[WHAT THE EXERCISE ASKS]
Please transcribe, word for word, the line containing "Preparatory Mesquite</b><p>School</p></div><em>60 m</em></li>" and every line after it through the end of the records below, and nothing else.

════════

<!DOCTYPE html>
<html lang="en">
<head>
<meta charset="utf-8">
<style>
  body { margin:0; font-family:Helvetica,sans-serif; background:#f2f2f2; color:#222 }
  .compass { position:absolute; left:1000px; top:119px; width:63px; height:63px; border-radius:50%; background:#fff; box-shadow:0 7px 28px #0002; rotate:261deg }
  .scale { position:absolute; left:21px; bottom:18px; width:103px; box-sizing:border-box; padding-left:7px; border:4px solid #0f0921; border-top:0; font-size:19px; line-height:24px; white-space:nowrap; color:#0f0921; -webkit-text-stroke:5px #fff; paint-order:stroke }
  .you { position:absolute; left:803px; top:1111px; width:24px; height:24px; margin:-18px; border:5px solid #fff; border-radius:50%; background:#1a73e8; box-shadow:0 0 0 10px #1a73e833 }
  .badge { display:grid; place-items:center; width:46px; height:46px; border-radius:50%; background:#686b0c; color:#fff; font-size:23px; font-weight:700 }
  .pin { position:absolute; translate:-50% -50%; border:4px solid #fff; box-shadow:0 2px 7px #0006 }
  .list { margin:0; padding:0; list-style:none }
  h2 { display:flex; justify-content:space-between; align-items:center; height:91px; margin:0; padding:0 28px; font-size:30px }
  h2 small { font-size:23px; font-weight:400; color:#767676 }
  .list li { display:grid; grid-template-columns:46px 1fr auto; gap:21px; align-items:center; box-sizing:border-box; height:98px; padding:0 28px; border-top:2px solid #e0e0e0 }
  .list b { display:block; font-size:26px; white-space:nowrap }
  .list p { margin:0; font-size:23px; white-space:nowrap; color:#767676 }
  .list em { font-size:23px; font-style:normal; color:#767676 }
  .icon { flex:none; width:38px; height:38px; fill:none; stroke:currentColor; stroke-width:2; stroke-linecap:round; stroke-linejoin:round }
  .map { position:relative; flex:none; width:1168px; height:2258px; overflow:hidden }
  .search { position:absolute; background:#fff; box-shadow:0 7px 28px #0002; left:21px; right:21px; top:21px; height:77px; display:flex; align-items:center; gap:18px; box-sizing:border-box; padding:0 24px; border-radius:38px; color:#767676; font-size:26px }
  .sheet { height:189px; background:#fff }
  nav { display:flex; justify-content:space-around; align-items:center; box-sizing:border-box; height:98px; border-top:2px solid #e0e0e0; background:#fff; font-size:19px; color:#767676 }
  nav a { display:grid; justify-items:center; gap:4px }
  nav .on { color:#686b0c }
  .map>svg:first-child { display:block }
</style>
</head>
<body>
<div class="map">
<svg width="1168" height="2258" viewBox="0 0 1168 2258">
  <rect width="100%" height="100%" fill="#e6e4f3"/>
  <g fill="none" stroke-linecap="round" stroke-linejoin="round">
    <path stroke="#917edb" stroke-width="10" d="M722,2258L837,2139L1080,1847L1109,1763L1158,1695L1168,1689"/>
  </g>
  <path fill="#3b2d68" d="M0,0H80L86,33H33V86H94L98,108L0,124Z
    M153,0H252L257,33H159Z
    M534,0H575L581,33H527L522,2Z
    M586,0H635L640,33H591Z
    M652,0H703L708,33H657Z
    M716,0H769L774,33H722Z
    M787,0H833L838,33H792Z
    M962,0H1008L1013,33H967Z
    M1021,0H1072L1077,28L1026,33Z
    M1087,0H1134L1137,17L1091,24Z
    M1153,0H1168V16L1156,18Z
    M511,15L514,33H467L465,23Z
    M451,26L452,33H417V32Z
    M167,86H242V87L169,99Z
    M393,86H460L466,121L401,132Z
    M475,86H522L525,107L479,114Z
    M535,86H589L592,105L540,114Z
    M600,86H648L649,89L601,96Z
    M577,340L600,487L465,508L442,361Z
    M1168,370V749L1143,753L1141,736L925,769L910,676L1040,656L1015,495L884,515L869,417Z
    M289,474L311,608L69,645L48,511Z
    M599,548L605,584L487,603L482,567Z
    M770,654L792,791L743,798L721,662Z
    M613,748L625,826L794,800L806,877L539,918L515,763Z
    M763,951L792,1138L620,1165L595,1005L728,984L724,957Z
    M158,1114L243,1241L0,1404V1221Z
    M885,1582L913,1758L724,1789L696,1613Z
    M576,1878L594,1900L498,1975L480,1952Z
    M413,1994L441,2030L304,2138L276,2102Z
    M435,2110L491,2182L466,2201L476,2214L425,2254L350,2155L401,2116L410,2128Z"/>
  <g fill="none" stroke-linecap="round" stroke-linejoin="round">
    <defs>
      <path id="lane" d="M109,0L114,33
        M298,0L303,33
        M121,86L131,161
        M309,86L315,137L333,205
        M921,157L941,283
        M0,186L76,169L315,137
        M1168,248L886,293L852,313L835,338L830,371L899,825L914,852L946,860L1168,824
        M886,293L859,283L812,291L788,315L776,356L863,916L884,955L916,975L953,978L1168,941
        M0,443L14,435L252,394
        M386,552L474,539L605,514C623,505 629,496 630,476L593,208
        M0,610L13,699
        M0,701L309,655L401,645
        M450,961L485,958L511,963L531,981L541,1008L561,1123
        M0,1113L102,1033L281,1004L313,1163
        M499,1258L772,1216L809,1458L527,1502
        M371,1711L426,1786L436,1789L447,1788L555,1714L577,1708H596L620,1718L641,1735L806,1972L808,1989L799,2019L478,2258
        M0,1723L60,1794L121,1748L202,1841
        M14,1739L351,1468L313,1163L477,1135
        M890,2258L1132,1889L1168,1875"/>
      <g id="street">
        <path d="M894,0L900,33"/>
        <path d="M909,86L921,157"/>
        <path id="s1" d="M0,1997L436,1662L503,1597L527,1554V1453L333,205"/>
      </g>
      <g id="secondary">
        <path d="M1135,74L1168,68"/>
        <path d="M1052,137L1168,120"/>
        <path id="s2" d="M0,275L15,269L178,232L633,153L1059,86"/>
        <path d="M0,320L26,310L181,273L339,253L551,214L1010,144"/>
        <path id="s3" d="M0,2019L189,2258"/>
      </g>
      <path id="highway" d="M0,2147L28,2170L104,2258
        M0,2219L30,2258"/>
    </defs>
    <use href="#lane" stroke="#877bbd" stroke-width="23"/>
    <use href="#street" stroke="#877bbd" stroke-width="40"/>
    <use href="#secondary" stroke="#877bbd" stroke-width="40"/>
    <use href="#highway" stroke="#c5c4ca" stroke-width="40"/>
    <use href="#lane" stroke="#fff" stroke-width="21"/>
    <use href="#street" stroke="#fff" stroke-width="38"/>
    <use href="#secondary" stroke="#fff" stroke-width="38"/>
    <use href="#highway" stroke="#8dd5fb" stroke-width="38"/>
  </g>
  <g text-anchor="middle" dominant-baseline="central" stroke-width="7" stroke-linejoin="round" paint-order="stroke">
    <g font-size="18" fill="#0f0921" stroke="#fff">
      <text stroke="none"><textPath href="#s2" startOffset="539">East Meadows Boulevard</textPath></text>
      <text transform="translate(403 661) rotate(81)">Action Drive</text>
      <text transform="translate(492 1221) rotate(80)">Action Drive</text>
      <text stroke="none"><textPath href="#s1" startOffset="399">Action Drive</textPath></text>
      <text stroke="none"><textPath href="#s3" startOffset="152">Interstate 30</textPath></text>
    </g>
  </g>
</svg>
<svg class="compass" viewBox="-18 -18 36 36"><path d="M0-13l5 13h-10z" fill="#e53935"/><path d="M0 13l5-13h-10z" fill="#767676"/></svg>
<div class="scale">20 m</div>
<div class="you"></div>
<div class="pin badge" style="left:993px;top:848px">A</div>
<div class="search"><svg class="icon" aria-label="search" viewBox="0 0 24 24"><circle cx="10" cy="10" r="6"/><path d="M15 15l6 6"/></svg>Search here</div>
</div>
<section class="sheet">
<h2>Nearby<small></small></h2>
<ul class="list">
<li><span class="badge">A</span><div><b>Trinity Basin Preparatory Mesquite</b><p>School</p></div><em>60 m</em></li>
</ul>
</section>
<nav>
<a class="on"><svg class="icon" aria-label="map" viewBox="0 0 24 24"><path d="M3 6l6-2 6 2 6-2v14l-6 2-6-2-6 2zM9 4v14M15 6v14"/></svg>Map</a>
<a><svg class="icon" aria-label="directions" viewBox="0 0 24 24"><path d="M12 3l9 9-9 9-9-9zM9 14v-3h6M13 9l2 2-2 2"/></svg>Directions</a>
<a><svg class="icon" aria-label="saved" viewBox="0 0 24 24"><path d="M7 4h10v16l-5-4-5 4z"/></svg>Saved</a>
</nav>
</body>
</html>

════════

[YOUR RESPONSE]
<li><span class="badge">A</span><div><b>Trinity Basin Preparatory Mesquite</b><p>School</p></div><em>60 m</em></li>
</ul>
</section>
<nav>
<a class="on"><svg class="icon" aria-label="map" viewBox="0 0 24 24"><path d="M3 6l6-2 6 2 6-2v14l-6 2-6-2-6 2zM9 4v14M15 6v14"/></svg>Map</a>
<a><svg class="icon" aria-label="directions" viewBox="0 0 24 24"><path d="M12 3l9 9-9 9-9-9zM9 14v-3h6M13 9l2 2-2 2"/></svg>Directions</a>
<a><svg class="icon" aria-label="saved" viewBox="0 0 24 24"><path d="M7 4h10v16l-5-4-5 4z"/></svg>Saved</a>
</nav>
</body>
</html>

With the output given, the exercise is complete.